As the election neared, Corsi gleefully descended into the gutter, publishing never-verified rumors of Obama's purported homosexuality and touting the supposed credibility of Larry Sinclair, whose accusations even WND ultimately backed off of in 2008 after it was revealed that he was a convicted felon.

WND also embraced anti-Obama filmmaker Joel Gilbert, who promoted the idea that activist Frank Marshall Davis was Obama's real father, and that Obama's mother posed nude for him. When Gilbert's wild claims were discredited, WND not only ignored it, Corsi doubled down by publishing even more outlandish claims from Gilbert. They were so wrong that even birthers were compelled to prove Gilbert wrong.

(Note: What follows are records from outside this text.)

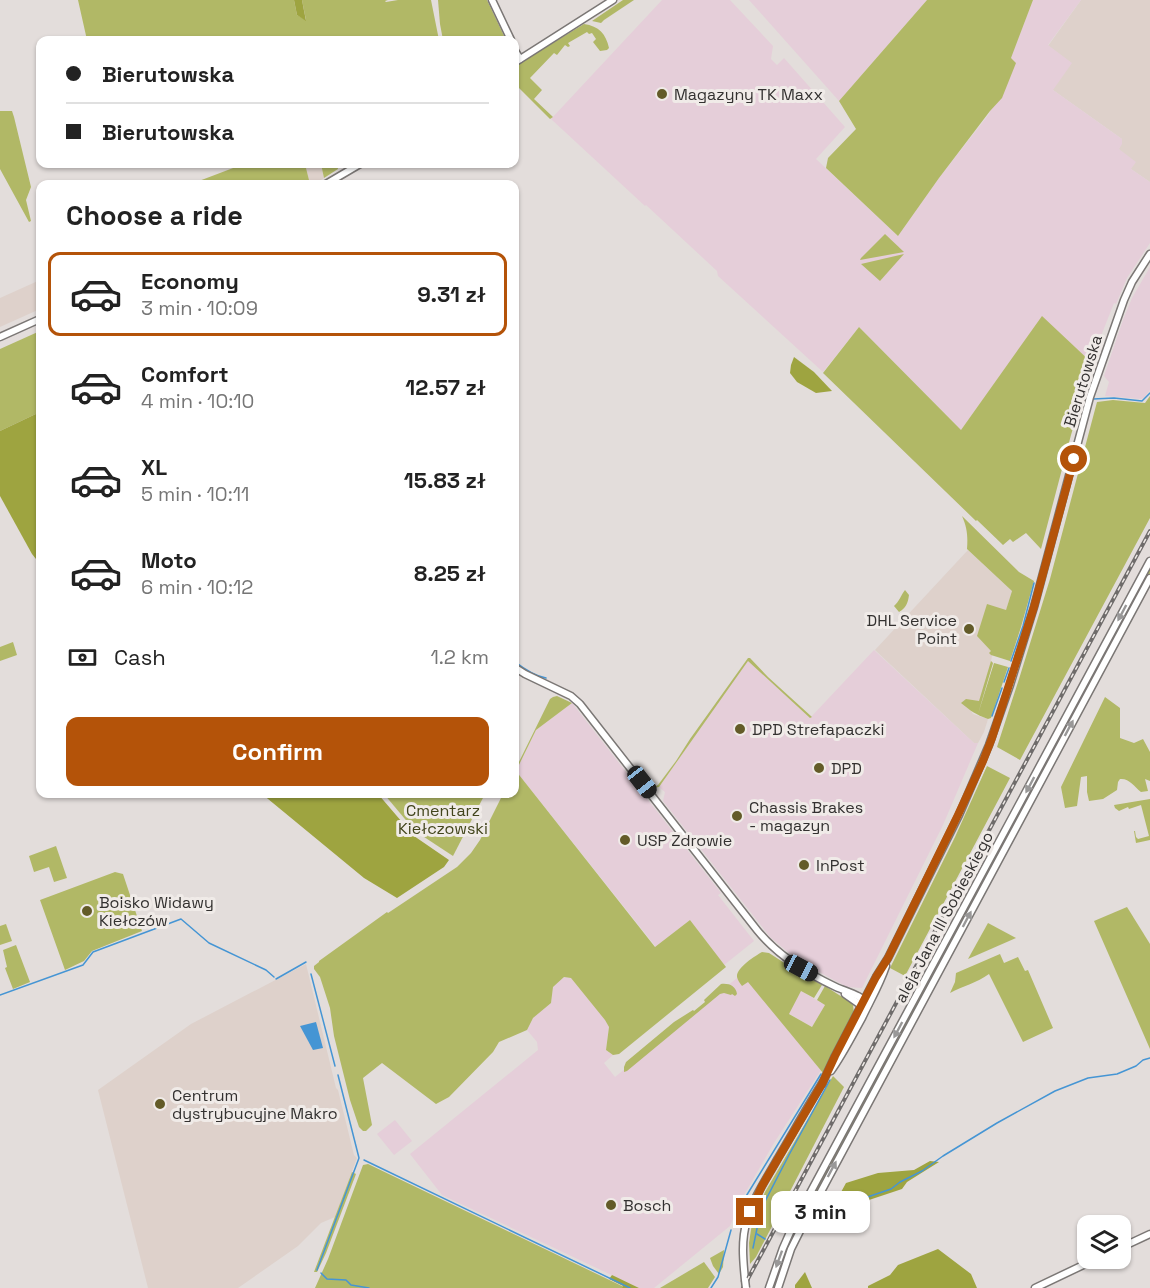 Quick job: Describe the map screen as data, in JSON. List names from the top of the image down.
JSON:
{
  "streets": {
    "street": ["Bierutowska", "aleja Jana III Sobieskiego"]
  },
  "parks": ["Cmentarz Kiełczowski"],
  "places": [
    "Magazyny TK Maxx",
    "DHL Service Point",
    "DPD Strefapaczki",
    "DPD",
    "Chassis Brakes - magazyn",
    "USP Zdrowie",
    "InPost",
    "Boisko Widawy Kiełczów",
    "Centrum dystrybucyjne Makro",
    "Bosch"
  ],
  "page": {
    "banner": ["Bierutowska", "Bierutowska"],
    "heading": "Choose a ride",
    "list": [
      {
        "name": "Economy",
        "note": "3 min · 10:09",
        "value": "9.31 zł"
      },
      {
        "name": "Comfort",
        "note": "4 min · 10:10",
        "value": "12.57 zł"
      },
      {
        "name": "XL",
        "note": "5 min · 10:11",
        "value": "15.83 zł"
      },
      {
        "name": "Moto",
        "note": "6 min · 10:12",
        "value": "8.25 zł"
      }
    ],
    "pay": ["Cash", "1.2 km"],
    "buttons": "Confirm",
    "bubble": "3 min"
  }
}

WND's desperate Hail-Mary stunt in the final week of the election was to have Aaron Klein try to donate to Obama's campaign under the name of Osama bin Laden. Given that Klein did so by using "a Pakistani Internet Protocol and proxy server, a disposable credit card and a fake address," he may very well have committed identity fraud in doing so -- which, last we checked, was a crime.

* * *

Even after this four-year torrent of hatred, Obama still rather handily won re-election. That means WND failed in its objective.

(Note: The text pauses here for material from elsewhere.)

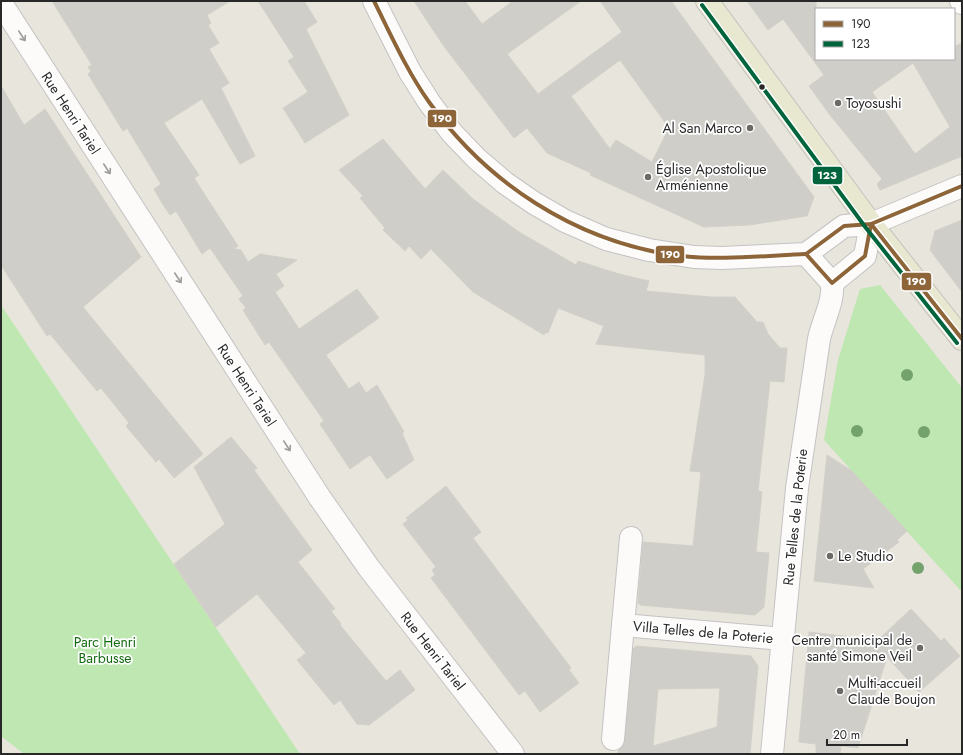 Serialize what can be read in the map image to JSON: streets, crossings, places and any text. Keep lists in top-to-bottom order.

This Javert-esque pursuit of Obama had a side effect: It was so desperate to publish every anti-Obama smear, rumor and outright lie that WND has become a joke, a sensationalist website on par with the Weekly World News for fabulism. Even when WND may actually be on the right track in reporting something, its track record means that nothing it reports can be taken at face value and must be cross-checked with more reputable news organizations.

Will WND's failure and self-destruction prompt Joseph Farah and crew to do some soul-searching? Unlikely -- Farah is trying to seize on the post-election atmosphere to shake down his readers for more cash.

In his Nov. 9 column, Farah declared he had an "answer" to Obama's re-election -- the revival of his "No More Red Ink" campaign, in which you pay WND $29.99 (Farah benignly describes that "investing less than $30") for the privilege of "sending individually addressed letters in red ink to all 241 Republicans in the House by guaranteed Fed Ex delivery" telling them not to raise the federal debt limit. Farah does his best to sell it: "Let’s just say it’s a bargain at that price. Try to imagine what it would cost you to send 240 individual letters to Republican House members if you did it yourself. We do all the work and guarantee the delivery."

Farah provides no evidence that spamming members of Congress with letters accomplishes anything.

In his Nov. 11 column, Farah made dubious accusations that the election was stolen, citing as one piece of evidence Aaron Klein's identity fraud stunt. But this too turns into a fund-raising pitch, declaring that "I’ve filed a Federal Elections Commission complaint at considerable cost" that he wants his readers to defray. The column includes numerous links to a page at the WND store for the "2012 Voter Fraud Challenge," which helpfully suggests that it will accept donations of up to $5,000.

One has to wonder if Farah is simply ginning up anti-Obama hatred just so he can try to make a buck on it. Given the nonexistent journalistic reputation of his website these days, hate is pretty much all he has left.